I. Napoleon's Past and Personality.

He is of another race and another century. - Origin of his paternal family. - Transplanted to Corsica. - His maternal family. -Laetitia Ramolino. - Persistence of Corsican souvenirs in Napoleon's mind. - His youthful sentiments regarding Corsica and France. -Indications found in his early compositions and in his style. -Current monarchical or democratic ideas have no hold on him. - His impressions of the 20th of June and 10th of August after the 31st of May. - His associations with Robespierre and Barras without committing himself. - His sentiments and the side he takes Vendémiaire 13th. - The great Condottière. - His character and conduct in Italy.

- Description of him morally and physically in 1798. - The early and sudden ascendancy which he exerts. Analogous in spirit and character to his Italian ancestors of the XVth century.

Disproportionate in all things, but, stranger still, he is not only out of the common run, but there is no standard of measurement for him; through his temperament, instincts, faculties, imagination, passions, and moral constitution he seems cast in a special mould, composed of another metal than that which enters into the composition of his fellows and contemporaries. Evidently he is not a Frenchman, nor a man of the eighteenth century; he belongs to another race and another epoch.[3] We detect in him, at the first glance, the foreigner, the Italian,[4] and something more, apart and beyond these, surpassing all similitude or analogy.-Italian he was through blood and lineage; first, through his paternal family, which is Tuscan,[5] and which we can follow down from the twelfth century, at Florence, then at San Miniato ; next at Sarzana, a small, backward, remote town in the state of Genoa, where, from father to son, it vegetates obscurely in provincial isolation, through a long line of notaries and municipal syndics. "My origin," says Napoleon himself,[6] " has made all Italians regard me as a compatriot. . . . When the question of the marriage of my sister Pauline with Prince Borghése came up there was but one voice in Rome and in Tuscany, in that family, and with all its connections: 'It will do,' said all of them, 'it's amongst ourselves, it is one of our own families...'" When the Pope later hesitated about coming to Paris to crown Napoleon, "the Italian party in the Conclave prevailed against the Austrian party by supporting political arguments with the following slight tribute to national amour propre: 'After all we are imposing an Italian family on the barbarians, to govern them.

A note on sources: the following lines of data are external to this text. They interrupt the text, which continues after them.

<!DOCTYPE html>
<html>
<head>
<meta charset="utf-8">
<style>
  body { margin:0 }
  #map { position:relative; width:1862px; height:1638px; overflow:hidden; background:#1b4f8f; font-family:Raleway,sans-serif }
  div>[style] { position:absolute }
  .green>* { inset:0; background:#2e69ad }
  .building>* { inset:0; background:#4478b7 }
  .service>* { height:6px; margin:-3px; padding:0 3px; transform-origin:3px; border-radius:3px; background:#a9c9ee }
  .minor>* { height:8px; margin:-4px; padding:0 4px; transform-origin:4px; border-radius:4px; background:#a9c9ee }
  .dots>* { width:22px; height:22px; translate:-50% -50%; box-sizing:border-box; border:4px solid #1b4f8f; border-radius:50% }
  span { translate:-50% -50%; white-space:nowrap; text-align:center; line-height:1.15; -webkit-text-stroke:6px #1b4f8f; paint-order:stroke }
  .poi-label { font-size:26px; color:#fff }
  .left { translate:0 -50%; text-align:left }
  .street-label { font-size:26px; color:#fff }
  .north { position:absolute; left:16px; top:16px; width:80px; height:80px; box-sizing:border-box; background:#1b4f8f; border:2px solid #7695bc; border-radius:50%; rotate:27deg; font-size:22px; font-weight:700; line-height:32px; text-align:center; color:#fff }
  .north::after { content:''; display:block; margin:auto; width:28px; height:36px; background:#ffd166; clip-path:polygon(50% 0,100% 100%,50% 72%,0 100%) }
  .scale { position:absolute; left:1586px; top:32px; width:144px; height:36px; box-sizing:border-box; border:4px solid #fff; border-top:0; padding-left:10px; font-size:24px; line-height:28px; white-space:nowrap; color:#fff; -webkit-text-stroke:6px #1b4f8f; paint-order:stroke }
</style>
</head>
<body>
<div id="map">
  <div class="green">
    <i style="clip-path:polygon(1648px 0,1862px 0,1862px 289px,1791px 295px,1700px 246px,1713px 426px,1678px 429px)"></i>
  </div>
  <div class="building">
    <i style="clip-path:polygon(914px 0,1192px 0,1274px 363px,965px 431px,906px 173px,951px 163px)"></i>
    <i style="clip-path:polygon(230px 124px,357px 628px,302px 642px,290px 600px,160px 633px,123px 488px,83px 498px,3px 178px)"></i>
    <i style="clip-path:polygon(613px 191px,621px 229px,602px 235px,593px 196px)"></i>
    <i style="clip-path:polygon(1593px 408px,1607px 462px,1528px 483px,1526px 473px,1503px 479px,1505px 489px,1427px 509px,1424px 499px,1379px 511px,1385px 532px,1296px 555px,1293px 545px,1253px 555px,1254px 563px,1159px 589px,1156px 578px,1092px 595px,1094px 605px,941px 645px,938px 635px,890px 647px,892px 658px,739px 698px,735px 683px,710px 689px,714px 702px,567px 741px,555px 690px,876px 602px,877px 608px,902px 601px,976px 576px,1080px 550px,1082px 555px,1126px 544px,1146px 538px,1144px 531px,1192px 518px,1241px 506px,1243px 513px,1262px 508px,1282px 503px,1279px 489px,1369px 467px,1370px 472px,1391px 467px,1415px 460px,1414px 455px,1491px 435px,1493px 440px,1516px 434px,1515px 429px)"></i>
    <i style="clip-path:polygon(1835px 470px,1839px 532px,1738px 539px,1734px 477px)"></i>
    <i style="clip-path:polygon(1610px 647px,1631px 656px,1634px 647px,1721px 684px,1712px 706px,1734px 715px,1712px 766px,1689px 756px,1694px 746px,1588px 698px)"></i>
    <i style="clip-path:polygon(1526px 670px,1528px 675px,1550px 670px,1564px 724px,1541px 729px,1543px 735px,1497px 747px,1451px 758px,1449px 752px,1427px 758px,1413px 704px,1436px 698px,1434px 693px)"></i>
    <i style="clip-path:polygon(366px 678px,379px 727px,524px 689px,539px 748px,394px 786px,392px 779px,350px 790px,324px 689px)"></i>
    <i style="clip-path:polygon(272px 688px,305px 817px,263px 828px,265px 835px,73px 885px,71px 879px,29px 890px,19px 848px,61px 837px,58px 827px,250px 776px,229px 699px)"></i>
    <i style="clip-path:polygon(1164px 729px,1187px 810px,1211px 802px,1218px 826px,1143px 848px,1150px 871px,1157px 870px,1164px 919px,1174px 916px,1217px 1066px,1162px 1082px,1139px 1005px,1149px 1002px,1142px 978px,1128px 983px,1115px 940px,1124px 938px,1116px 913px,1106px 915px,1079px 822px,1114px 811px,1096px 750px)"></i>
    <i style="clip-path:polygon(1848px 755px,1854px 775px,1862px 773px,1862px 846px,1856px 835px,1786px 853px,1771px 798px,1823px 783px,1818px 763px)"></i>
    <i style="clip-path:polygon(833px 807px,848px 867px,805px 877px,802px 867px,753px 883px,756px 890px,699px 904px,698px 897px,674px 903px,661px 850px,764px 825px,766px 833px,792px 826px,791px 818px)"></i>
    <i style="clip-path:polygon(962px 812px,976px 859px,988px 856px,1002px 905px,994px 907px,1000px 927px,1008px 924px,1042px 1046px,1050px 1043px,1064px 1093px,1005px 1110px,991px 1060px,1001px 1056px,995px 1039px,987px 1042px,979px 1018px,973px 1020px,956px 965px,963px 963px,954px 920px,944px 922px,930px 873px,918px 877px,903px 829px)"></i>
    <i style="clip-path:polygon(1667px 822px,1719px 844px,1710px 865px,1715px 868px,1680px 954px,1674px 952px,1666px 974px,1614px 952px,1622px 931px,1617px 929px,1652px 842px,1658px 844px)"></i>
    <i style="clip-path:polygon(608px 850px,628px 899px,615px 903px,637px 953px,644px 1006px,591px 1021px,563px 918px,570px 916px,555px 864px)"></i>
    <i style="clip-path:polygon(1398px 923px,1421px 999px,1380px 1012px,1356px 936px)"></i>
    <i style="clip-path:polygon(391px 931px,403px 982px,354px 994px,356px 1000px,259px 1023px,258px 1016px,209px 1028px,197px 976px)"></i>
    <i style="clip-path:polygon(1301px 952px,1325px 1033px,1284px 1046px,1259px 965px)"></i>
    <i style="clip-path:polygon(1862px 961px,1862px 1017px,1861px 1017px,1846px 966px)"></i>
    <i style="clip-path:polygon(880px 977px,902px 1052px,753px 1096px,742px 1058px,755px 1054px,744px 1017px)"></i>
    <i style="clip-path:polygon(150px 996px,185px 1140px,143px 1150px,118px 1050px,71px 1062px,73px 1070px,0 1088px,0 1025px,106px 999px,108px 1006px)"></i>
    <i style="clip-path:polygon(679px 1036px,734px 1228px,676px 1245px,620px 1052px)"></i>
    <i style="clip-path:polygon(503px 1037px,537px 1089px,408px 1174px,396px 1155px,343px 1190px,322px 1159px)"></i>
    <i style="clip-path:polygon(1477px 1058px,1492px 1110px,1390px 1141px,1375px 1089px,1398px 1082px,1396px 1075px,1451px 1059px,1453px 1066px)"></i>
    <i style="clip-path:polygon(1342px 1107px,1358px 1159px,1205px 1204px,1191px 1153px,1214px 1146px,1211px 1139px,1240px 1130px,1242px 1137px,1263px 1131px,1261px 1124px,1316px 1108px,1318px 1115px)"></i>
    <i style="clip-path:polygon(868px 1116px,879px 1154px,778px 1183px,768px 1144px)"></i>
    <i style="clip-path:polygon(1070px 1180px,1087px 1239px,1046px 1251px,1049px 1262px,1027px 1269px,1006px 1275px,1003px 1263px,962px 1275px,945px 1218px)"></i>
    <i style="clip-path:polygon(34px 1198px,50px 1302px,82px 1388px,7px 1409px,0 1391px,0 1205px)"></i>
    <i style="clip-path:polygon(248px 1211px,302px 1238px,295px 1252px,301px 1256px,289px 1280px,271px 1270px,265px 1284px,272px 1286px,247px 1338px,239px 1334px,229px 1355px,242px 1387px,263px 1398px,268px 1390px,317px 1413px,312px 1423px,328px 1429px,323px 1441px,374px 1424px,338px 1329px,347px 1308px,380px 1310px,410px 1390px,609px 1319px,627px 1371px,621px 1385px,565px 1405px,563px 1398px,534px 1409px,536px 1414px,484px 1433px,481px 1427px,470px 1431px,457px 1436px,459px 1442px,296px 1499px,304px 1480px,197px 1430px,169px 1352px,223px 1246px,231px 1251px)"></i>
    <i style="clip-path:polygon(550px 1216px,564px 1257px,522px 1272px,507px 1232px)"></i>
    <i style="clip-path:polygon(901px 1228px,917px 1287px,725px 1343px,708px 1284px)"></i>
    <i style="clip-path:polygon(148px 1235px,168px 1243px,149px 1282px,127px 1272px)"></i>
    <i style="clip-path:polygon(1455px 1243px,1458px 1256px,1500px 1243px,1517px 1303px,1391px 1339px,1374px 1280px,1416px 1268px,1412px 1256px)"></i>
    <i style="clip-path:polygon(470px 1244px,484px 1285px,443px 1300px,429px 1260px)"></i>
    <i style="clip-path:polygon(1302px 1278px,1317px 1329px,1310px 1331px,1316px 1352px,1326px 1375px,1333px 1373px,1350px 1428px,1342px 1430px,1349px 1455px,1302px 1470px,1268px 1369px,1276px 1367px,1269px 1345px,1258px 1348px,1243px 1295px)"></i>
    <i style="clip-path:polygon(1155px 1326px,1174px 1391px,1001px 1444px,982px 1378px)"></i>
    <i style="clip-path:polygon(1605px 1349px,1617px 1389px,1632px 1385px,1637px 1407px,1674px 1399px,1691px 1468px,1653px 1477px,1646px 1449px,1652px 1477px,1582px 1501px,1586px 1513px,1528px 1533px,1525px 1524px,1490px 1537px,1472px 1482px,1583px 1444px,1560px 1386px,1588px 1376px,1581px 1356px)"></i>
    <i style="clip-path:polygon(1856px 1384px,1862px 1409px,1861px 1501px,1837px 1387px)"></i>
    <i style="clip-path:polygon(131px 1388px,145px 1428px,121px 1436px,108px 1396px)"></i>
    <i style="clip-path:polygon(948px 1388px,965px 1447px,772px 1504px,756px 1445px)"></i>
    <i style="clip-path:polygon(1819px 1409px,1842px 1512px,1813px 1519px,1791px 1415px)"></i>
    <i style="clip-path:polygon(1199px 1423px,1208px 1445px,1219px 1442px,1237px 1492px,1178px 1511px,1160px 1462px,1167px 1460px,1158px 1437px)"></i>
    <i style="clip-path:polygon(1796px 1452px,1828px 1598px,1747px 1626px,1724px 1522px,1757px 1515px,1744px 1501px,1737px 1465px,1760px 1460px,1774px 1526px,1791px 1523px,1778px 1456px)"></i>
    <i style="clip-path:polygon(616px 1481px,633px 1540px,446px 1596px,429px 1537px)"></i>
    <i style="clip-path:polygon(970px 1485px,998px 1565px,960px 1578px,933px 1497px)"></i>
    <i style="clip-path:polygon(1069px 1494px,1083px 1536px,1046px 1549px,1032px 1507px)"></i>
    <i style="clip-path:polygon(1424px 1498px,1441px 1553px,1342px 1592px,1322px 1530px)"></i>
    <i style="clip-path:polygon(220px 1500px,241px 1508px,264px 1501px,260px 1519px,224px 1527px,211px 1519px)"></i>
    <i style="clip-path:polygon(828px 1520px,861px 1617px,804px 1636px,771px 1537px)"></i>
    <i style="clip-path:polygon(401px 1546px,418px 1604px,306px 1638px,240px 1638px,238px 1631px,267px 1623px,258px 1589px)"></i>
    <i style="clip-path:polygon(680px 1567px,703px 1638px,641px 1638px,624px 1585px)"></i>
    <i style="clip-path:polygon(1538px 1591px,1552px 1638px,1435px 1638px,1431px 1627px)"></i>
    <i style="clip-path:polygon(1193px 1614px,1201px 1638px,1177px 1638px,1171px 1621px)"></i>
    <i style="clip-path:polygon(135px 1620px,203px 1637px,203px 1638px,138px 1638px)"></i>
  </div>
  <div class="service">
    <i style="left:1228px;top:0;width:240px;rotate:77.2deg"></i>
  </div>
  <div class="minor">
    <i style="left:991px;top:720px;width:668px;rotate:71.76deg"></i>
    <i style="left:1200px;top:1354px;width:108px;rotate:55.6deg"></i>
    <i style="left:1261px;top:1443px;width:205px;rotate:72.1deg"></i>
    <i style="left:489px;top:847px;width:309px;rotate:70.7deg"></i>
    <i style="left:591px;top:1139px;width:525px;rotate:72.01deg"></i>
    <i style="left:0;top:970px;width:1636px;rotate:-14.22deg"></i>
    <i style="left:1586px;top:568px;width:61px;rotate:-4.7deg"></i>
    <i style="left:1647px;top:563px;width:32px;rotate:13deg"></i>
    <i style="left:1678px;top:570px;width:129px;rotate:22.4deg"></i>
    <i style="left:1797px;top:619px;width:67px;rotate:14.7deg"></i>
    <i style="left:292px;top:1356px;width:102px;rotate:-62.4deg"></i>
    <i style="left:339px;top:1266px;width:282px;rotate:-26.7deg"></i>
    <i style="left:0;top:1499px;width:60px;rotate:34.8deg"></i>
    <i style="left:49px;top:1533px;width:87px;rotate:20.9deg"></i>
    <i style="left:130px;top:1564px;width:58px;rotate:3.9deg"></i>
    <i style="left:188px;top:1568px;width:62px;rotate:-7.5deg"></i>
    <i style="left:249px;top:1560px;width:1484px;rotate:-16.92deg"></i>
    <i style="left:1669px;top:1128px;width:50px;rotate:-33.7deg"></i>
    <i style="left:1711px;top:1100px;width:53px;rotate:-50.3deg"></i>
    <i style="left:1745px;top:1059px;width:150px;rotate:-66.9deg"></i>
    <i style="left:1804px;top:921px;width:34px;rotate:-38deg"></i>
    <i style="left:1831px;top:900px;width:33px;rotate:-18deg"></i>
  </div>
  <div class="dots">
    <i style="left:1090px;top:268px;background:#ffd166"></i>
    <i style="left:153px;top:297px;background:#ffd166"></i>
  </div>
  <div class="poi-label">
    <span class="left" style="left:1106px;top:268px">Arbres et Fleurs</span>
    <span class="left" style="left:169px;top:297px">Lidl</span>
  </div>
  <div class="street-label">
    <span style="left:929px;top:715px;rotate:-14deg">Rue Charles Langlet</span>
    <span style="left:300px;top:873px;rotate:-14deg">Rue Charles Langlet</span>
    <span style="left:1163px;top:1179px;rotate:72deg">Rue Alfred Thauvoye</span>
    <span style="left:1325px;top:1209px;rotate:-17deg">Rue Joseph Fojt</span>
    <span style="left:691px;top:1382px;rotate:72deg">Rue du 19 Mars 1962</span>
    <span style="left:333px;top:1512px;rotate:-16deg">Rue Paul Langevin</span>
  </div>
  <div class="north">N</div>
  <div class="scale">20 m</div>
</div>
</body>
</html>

We are revenging ourselves on the Gauls.'" Significant words, which will one day throw light upon the depths of the Italian nature, the eldest daughter of modern civilization, imbued with her right of primogeniture, persisting in her grudge against the transalpines, the rancorous inheritor of Roman pride and of antique patriotism.[7]

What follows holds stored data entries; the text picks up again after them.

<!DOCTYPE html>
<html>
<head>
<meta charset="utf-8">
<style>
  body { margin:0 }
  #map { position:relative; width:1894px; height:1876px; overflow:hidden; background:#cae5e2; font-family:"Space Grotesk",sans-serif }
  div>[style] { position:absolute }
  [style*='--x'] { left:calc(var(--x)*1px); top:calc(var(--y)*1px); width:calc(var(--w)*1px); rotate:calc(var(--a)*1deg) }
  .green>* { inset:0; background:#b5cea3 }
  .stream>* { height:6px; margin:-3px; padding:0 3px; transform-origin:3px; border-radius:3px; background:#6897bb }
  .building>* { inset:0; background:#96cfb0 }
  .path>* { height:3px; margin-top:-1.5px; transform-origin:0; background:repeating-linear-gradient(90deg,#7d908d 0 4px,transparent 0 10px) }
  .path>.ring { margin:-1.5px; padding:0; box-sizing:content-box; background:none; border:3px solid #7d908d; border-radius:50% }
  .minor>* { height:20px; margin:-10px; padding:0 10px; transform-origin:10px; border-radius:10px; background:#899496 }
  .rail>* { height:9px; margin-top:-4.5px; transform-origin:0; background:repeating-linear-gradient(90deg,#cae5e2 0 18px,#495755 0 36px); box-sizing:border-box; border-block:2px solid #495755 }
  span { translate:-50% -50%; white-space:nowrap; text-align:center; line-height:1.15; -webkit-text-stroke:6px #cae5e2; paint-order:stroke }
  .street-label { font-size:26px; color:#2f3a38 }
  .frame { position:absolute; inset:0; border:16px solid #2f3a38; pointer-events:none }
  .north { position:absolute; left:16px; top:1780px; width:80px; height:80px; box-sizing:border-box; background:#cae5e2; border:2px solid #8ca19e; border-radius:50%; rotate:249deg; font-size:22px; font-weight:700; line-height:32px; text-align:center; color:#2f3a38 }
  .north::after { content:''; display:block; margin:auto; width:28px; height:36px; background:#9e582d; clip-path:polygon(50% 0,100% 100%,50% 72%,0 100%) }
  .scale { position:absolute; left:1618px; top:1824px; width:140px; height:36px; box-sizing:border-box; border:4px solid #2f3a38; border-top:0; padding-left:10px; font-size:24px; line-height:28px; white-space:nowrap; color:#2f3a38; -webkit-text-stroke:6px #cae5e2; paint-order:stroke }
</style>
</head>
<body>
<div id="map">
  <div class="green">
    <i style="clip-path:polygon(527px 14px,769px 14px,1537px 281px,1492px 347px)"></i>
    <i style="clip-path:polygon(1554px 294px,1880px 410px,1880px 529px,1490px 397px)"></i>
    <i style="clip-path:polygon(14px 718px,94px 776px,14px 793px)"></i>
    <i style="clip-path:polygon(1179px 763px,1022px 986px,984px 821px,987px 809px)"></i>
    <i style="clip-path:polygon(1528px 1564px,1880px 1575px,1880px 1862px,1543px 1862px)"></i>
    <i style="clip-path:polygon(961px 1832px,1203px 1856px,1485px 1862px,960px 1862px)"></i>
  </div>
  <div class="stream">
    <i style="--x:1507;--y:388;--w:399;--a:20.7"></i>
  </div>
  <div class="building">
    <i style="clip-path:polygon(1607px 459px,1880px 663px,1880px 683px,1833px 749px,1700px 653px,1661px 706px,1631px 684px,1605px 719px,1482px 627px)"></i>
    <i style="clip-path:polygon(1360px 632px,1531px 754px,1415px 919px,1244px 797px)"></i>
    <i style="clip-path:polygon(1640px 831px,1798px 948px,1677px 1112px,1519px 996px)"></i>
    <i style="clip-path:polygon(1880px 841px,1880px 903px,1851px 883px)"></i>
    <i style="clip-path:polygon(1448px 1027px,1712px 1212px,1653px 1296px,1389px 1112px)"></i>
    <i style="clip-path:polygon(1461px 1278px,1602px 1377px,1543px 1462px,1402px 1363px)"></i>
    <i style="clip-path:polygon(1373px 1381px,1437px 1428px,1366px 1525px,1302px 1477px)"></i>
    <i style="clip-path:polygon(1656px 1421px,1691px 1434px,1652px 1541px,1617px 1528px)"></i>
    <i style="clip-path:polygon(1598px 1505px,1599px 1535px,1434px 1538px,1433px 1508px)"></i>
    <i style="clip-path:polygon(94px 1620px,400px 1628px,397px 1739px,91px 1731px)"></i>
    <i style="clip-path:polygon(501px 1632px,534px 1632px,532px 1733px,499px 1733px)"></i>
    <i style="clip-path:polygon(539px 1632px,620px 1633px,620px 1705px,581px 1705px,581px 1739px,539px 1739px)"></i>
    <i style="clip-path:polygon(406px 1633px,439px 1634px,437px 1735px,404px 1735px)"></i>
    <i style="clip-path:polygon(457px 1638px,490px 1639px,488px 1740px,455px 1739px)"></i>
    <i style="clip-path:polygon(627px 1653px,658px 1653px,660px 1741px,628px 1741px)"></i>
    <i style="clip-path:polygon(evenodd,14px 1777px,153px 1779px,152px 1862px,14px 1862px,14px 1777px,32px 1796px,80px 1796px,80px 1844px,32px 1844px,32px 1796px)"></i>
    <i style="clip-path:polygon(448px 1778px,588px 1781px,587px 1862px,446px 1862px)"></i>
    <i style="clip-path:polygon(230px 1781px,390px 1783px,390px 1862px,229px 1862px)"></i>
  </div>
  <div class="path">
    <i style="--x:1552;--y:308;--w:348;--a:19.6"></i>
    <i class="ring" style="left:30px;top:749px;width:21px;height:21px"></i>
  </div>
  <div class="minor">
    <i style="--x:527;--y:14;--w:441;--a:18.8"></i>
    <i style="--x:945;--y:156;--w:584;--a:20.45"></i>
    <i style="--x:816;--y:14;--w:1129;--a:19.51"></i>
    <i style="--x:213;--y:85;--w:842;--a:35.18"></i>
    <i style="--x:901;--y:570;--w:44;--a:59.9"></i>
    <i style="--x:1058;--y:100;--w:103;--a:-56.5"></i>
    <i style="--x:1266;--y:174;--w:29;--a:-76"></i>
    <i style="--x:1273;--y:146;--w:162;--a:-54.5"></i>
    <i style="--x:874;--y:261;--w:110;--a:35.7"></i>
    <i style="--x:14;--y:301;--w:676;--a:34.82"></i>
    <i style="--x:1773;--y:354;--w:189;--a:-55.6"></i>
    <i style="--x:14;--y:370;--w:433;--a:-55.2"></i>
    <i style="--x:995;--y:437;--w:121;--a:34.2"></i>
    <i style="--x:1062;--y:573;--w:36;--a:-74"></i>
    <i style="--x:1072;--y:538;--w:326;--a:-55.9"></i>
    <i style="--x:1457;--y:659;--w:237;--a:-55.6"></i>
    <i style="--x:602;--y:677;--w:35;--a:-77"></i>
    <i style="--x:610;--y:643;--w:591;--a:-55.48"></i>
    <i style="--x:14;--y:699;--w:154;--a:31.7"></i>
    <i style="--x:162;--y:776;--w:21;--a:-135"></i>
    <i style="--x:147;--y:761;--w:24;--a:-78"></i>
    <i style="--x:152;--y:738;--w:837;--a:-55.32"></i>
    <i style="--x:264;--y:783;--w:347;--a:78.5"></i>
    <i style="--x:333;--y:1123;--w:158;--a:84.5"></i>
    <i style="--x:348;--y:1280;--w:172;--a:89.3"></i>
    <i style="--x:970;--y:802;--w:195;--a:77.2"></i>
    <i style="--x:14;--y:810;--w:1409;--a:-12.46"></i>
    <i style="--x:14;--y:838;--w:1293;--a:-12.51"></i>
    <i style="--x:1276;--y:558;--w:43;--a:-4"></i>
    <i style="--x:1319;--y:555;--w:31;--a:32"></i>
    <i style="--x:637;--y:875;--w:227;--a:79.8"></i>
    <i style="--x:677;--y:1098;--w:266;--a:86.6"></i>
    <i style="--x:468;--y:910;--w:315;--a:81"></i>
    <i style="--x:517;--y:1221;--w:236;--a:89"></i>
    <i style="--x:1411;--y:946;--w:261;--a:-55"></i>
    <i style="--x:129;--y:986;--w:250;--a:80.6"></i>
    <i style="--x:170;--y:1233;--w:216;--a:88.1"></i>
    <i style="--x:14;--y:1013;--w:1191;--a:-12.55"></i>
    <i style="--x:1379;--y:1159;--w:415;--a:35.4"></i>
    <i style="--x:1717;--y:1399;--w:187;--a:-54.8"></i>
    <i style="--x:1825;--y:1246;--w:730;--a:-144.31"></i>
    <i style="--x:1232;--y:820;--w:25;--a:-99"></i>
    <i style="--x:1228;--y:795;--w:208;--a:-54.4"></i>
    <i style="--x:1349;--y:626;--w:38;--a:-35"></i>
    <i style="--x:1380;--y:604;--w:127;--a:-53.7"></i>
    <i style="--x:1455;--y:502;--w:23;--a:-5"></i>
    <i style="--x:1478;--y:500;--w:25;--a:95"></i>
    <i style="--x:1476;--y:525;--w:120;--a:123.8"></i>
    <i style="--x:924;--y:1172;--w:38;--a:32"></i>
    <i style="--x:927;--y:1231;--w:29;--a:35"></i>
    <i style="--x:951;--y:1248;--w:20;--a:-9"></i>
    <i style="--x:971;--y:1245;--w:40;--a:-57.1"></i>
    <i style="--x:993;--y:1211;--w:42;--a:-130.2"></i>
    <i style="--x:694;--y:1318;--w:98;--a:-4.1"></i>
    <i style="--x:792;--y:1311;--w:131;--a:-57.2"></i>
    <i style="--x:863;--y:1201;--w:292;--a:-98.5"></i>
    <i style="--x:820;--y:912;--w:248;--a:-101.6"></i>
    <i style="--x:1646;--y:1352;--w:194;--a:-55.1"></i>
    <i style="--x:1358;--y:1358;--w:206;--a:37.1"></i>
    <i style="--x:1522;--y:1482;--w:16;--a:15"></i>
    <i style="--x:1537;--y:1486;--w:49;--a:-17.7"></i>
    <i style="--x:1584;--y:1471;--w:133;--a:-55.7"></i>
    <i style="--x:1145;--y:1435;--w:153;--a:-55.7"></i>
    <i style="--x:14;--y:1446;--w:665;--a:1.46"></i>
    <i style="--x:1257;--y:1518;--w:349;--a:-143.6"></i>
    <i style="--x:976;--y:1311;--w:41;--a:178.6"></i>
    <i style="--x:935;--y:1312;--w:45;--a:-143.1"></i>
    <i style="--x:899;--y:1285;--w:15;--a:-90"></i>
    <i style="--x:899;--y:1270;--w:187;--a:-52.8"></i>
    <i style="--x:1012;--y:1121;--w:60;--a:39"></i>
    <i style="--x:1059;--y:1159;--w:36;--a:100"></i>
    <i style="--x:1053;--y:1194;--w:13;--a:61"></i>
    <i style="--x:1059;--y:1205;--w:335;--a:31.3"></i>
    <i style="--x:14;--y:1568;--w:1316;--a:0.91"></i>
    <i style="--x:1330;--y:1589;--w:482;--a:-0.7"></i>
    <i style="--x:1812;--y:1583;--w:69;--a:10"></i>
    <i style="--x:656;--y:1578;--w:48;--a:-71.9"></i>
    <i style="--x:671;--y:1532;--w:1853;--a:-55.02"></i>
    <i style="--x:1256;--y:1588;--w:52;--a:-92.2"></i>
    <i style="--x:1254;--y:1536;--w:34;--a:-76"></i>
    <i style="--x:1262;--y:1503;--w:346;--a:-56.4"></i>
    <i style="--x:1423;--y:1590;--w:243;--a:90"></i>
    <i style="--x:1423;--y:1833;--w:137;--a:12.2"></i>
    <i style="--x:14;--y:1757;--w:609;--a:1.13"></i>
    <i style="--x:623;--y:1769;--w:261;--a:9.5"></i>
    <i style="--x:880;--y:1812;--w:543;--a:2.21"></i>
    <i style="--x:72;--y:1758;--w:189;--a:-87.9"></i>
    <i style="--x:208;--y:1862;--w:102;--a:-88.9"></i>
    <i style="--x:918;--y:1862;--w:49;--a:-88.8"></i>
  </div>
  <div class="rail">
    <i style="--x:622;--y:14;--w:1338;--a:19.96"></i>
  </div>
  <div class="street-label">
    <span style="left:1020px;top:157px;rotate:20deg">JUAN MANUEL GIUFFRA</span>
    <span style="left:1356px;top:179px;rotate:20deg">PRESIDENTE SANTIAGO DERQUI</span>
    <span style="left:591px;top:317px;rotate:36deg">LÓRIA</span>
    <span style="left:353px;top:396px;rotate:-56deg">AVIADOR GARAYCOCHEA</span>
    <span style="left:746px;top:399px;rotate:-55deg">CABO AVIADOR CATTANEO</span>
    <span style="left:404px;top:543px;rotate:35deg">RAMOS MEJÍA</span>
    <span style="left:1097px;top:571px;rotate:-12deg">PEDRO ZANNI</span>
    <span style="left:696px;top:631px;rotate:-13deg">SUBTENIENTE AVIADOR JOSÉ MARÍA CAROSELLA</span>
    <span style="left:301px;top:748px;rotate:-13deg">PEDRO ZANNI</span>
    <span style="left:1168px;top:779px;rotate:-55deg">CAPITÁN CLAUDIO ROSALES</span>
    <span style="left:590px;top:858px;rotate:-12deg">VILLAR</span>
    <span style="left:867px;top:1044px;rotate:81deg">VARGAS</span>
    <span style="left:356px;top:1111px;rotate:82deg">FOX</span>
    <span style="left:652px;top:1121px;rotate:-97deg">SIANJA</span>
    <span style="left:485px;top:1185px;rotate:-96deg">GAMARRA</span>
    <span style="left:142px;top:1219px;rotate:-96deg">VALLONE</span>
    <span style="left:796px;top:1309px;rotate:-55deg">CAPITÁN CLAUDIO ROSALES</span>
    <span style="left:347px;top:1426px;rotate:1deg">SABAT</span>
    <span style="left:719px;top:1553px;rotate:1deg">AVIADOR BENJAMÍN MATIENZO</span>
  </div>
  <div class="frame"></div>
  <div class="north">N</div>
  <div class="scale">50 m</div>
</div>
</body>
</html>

From Sarzana, a Bonaparte emigrates to Corsica, where he establishes himself and lives after 1529. The following year Florence is taken and subjugated for good. Henceforth, in Tuscany, under Alexander de Medici, then under Cosmo I. and his successors, in all Italy under Spanish rule, municipal independence, private feuds, the great exploits of political adventures and successful usurpations, the system of ephemeral principalities, based on force and fraud, all give way to permanent repression, monarchical discipline, external order, and a certain species of public tranquility. Thus, just at the time when the energy and ambition, the vigorous and free sap of the Middle Ages begins to run down and then dry up in the shriveled trunk,[8] a small detached branch takes root in an island, not less Italian but almost barbarous, amidst institutions, customs, and passions belonging to the primitive medieval epoch,[9] and in a social atmosphere sufficiently rude for the maintenance of all its vigor and harshness.